Before I had reached my first score of years, I had married and given birth to my first son, and I felt that I was an adult who knew everything. I looked at old people like they were from another planet. I would NEVER be that old, I thought. It seemed that the person I had become was the person I would be from then on. Change comes on little cat feet, like fog.
Remember that Carl Sandburg poem? (The fog comes on little cat feet. It sits looking over harbor and city on silent haunches and then moves on.) That's the way the imperceptible change that brought me from young mother to old woman has been. Silent and invisible, touching my life and moving on. And now here I sit, pondering my Sunday morning post, and thinking about all those years and how I got here, where I am today.
I'm happy with my life, glad that I still have the ability to play on the earth, although there are many modifications I've had to make as the years go by. I can no longer run, since my knees won't take the pounding any more, but I did run for more than thirty years. I have learned to be more careful with my aging body, although I stretch myself to the limit, in order to find what that limit is in the present moment. Tomorrow it might be different, I know. But I don't live in tomorrow; I am alive and breathing right now. I'm not ready to fly away quite yet.
When I was a young woman, I was afraid of dying. Once I realized that life is fragile and there are no guarantees of any kind, I spent many nights thinking of the inevitable end of life, not knowing whether I would ever get the chance to grow old, or even if I would live through the night. And as I lost loved ones through illness and accident, I stopped concentrating on my own mortality. That fear that came on little cat feet, looking at life on its silent haunches, moved on.
If you are still young, you may not yet realize how the passage of years can mellow a person. Although I am not looking forward to the end of my life, the fact that I've been blessed with so many good years, even decades, of a full life, has given me a breadth of understanding that I could not have even imagined at twenty. There is something about the simple fact of living that has changed my outlook and given me a sense of peace about the way things are.

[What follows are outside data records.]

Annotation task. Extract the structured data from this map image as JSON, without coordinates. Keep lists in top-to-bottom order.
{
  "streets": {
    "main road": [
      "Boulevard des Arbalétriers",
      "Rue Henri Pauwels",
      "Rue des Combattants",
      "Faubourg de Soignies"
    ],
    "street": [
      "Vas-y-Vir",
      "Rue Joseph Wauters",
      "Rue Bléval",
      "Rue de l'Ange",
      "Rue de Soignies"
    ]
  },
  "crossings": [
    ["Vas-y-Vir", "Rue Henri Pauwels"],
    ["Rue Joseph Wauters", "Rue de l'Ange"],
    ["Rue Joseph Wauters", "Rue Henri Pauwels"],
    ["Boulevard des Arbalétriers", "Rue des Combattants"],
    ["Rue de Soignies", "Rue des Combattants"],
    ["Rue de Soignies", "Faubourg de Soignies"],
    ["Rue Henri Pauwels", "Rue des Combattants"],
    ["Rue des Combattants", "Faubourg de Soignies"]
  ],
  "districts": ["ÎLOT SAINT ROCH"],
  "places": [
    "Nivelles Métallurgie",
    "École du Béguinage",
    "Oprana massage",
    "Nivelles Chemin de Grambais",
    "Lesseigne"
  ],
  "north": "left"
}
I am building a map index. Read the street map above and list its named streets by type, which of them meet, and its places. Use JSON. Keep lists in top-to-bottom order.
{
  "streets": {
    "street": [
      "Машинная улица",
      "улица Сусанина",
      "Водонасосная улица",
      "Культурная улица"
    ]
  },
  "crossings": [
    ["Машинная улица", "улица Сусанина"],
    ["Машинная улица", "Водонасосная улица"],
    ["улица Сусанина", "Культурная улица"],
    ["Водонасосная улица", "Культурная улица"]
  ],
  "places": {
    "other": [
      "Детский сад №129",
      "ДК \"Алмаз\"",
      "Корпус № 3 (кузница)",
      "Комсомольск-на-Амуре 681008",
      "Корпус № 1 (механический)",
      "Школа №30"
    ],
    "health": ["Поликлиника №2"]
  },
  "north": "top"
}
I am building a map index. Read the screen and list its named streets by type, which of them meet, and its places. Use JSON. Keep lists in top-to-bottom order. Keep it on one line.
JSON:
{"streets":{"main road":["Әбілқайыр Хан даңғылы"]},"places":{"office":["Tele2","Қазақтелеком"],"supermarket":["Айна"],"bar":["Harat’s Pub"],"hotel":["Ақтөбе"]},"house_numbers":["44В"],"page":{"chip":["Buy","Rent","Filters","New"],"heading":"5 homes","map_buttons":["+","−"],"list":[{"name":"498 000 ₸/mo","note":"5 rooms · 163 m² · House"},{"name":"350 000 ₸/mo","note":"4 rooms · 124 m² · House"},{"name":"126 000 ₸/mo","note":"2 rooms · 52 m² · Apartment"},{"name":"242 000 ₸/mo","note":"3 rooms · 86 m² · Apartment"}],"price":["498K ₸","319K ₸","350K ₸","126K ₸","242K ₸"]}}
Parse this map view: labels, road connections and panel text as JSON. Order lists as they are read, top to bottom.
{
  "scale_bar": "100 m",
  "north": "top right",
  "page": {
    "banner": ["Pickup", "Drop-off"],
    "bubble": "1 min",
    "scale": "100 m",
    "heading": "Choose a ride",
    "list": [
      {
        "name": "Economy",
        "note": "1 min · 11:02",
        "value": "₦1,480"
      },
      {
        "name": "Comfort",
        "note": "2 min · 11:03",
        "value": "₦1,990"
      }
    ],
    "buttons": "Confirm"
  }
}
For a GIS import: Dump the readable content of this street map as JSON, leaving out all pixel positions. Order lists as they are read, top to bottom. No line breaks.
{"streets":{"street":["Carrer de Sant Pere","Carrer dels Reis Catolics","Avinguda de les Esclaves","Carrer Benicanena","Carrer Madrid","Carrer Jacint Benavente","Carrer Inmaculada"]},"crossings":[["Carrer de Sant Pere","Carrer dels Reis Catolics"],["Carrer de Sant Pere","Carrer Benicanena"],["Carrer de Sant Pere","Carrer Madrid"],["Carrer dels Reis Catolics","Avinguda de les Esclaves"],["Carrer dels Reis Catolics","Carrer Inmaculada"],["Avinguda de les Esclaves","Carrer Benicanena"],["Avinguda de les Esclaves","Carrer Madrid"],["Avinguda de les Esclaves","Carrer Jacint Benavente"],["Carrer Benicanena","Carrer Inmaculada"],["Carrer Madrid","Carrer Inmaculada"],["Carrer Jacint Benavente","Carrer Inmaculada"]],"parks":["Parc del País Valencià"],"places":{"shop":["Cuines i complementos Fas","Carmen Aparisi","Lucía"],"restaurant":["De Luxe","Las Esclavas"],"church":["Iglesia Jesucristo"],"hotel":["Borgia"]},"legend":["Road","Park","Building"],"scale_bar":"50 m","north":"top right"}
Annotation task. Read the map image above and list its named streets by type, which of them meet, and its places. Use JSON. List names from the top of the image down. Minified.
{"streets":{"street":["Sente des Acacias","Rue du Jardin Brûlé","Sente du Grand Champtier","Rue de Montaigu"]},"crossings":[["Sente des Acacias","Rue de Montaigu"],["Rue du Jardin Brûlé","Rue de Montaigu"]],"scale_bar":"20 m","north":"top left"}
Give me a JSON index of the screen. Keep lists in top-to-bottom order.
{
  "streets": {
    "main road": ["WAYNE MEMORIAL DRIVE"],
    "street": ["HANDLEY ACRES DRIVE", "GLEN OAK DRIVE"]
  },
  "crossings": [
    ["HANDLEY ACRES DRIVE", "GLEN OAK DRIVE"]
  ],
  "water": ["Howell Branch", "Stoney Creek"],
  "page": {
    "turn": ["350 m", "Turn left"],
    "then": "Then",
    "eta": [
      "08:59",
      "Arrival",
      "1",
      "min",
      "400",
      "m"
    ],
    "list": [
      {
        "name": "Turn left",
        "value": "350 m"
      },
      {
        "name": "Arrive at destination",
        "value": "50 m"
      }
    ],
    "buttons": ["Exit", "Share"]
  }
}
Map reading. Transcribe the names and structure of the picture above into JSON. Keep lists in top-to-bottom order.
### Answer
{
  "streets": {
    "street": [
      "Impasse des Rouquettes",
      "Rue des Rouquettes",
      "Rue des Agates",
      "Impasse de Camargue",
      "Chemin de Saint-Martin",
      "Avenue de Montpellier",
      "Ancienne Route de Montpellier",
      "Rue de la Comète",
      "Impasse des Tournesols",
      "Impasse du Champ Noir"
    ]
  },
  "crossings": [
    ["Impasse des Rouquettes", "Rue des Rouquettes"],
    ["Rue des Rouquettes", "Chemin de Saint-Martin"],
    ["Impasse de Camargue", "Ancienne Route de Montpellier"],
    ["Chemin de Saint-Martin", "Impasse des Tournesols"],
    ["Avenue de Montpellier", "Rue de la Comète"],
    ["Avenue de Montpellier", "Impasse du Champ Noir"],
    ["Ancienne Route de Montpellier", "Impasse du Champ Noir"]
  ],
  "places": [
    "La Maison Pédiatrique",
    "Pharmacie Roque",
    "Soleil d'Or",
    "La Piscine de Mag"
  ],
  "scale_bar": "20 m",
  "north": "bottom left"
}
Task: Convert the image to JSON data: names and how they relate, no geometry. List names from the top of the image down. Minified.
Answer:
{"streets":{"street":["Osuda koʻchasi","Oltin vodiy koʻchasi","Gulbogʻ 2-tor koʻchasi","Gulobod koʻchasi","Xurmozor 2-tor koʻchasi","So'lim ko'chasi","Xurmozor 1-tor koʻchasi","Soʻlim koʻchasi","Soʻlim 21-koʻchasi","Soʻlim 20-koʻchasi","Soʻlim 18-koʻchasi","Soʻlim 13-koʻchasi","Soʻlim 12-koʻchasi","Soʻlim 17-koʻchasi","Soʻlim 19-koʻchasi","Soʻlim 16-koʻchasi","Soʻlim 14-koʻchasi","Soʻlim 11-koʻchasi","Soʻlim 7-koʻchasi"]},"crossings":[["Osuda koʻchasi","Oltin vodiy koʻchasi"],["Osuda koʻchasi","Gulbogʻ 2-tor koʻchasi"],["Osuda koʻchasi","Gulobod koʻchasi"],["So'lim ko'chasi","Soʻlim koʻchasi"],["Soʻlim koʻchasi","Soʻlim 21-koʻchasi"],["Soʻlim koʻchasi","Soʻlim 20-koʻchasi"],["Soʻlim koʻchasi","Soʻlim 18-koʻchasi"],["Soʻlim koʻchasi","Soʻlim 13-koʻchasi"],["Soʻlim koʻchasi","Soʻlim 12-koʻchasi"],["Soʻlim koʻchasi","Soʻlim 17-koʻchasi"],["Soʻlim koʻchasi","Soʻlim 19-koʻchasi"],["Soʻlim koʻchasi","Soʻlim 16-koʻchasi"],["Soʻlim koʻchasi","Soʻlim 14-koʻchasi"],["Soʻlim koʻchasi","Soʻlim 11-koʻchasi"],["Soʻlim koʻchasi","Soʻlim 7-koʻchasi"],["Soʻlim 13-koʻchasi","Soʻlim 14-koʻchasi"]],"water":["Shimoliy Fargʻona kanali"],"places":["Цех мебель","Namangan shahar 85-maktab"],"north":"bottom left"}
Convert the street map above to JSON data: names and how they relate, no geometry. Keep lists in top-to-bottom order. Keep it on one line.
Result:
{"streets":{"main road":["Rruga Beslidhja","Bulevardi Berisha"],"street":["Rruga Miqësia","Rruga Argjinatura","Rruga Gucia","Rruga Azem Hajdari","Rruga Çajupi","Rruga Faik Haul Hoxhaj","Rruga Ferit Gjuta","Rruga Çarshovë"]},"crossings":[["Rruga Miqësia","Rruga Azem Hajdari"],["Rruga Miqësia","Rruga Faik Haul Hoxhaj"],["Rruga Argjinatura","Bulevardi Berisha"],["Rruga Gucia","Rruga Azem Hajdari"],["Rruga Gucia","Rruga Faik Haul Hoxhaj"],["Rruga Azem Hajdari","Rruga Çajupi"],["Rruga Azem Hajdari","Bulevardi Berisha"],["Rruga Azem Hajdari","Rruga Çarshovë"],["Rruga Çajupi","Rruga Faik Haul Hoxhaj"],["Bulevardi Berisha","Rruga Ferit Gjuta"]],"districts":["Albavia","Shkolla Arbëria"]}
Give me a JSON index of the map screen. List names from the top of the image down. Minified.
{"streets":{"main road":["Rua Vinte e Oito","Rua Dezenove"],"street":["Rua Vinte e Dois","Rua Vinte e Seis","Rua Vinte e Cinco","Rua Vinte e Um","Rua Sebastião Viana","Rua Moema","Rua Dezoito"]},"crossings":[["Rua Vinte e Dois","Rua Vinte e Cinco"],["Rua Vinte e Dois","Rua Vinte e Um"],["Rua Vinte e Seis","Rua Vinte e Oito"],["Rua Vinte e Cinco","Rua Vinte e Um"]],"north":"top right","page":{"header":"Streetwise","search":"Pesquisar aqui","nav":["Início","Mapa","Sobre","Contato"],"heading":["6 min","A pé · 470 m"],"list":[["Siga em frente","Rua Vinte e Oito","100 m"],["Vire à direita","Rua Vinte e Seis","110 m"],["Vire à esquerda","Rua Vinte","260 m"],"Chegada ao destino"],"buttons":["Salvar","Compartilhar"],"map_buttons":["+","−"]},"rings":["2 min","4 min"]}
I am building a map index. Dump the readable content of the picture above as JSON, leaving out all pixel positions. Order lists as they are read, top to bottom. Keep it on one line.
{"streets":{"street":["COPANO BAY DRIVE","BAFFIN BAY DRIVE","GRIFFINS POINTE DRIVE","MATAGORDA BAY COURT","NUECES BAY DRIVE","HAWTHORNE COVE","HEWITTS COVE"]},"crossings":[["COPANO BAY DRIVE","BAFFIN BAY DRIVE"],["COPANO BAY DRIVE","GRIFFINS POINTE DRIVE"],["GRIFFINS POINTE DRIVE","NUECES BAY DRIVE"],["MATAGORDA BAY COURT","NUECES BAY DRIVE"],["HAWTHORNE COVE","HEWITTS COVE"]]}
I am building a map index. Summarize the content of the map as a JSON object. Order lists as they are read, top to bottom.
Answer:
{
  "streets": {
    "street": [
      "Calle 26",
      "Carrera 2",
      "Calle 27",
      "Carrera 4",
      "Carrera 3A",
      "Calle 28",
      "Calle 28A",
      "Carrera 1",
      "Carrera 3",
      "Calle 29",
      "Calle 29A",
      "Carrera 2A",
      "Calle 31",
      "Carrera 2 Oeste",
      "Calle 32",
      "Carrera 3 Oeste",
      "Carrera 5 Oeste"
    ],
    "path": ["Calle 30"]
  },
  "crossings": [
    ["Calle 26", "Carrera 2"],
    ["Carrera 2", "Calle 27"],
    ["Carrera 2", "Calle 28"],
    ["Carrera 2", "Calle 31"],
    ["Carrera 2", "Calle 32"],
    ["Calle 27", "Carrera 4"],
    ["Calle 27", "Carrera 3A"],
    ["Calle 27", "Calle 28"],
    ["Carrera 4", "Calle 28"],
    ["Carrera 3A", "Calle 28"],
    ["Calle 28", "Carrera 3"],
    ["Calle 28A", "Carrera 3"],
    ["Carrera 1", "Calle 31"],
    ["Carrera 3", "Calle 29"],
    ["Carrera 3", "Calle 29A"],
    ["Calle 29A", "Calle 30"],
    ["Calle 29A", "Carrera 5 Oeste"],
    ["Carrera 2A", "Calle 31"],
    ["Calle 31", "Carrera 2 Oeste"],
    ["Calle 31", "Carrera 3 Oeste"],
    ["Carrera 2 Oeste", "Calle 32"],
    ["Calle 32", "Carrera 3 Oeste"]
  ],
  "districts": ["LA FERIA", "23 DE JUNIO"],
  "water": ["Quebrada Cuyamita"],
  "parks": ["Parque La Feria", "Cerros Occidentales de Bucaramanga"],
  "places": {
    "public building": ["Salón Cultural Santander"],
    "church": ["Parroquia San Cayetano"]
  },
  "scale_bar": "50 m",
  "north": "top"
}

I hear birds singing, and the dawn is coming earlier and earlier now. Spring is only a few weeks away, and the crocus and daffodils are making their way through the earth. The long winter is releasing its grip, and we begin the journey into summer. Observing the march of the seasons is one of my favorite pursuits, and it helps me to remember that although nothing stays the same forever, today and this moment is enough. In fact, it is really the only thing we have, this everlasting instant in time.